It does a pretty great job, thanks for asking. In terms of form it’s a step back for Berni Wrightson. Wrightson (who at this point isn't putting an “e” on the end of his name so I've had to do two tags, thanks Berni(e)!) had of course been a keen and active participant in the Warren magazines Creepy and Eerie. Those brought the EC formula bang up to date for the stinking Seventies and the emaciated (early) Eighties. Which mostly meant being (slightly) more horrible and having less narrative text, because the EC stuff was already pretty awesome, thanks very much. The worst elements of the originals were their overwritten nature, where a text box would describe what the artist was illustrating. Since the artist was probably someone awesome like Jack Davis or Graham Ingels, the largely redundant words would be putting a serious crimp in how much they could fit in one of the cramped panels. This was less than ideal for fans of fantastic art. CREEPSHOW the comic dials back a bit on this narration but the amount of speech still overwhelms the images at times. So, it’s a kind of compromise, I guess, and it does work for the most part. It certainly reads like an EC Comic; slightly better in fact due to the narrative nips and tucks.
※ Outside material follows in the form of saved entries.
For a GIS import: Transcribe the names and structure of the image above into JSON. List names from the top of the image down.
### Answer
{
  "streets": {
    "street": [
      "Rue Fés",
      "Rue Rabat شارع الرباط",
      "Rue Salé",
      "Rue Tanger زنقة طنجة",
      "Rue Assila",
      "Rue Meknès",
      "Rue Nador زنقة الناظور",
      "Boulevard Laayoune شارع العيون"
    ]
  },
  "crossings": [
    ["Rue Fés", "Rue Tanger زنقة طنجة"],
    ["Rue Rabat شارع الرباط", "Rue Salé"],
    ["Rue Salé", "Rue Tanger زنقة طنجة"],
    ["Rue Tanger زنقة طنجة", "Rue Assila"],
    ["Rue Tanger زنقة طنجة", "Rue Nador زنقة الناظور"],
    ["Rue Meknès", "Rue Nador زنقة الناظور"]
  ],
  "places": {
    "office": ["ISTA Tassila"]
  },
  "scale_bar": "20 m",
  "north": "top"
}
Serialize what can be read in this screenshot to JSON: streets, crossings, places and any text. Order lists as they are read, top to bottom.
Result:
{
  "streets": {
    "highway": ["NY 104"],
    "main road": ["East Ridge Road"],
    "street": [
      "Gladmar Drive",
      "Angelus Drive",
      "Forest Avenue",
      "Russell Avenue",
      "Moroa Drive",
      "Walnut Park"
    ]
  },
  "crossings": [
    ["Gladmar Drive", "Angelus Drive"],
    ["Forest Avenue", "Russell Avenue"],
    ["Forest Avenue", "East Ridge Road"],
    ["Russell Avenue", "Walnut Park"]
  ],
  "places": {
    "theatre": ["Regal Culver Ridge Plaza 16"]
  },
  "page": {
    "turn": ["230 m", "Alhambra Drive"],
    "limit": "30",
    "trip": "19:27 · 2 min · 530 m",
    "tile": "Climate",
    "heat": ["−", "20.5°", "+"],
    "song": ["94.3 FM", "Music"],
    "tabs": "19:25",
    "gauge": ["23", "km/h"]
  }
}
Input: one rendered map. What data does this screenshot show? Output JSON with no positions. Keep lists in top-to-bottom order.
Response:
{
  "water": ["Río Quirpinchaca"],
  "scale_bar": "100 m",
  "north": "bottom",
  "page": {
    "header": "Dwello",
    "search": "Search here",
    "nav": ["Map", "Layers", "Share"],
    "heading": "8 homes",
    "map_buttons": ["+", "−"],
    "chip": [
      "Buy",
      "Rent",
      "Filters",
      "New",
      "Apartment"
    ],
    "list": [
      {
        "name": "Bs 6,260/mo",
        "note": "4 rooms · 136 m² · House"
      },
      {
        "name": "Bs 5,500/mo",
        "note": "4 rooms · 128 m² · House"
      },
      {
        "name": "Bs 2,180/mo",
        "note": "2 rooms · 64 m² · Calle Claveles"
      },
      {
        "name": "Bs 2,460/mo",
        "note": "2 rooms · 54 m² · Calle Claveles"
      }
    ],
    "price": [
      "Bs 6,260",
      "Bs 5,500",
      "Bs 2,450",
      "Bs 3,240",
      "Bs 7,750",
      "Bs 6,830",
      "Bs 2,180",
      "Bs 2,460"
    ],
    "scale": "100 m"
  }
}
Photobucket From "'Taint The Meat...It's The Humanity!" in Tales From The Crypt #32 (EC Comics, 1952). Art by Jack Davis and written by Al Feldstein. My All Time Favourite Bad Pun Title!

Where it doesn't quite catch the EC essence is in the horror. It just isn't horrible enough. I haven’t read a lot of EC Comics but what I have read has quite often been really quite foul. That’s okay, it’s a horror comic so that kind of comes with the territory. The five stories by King presented here have horrific elements but the campness is turned up just that bit too loud and dulls the impact of the atrocities on display. Strangely, it comes across as a nostalgic view of the material. One that surprises by flinching away from the tasteless stuff that defined it in the minds of its readers, such as Stephen King, in the first place.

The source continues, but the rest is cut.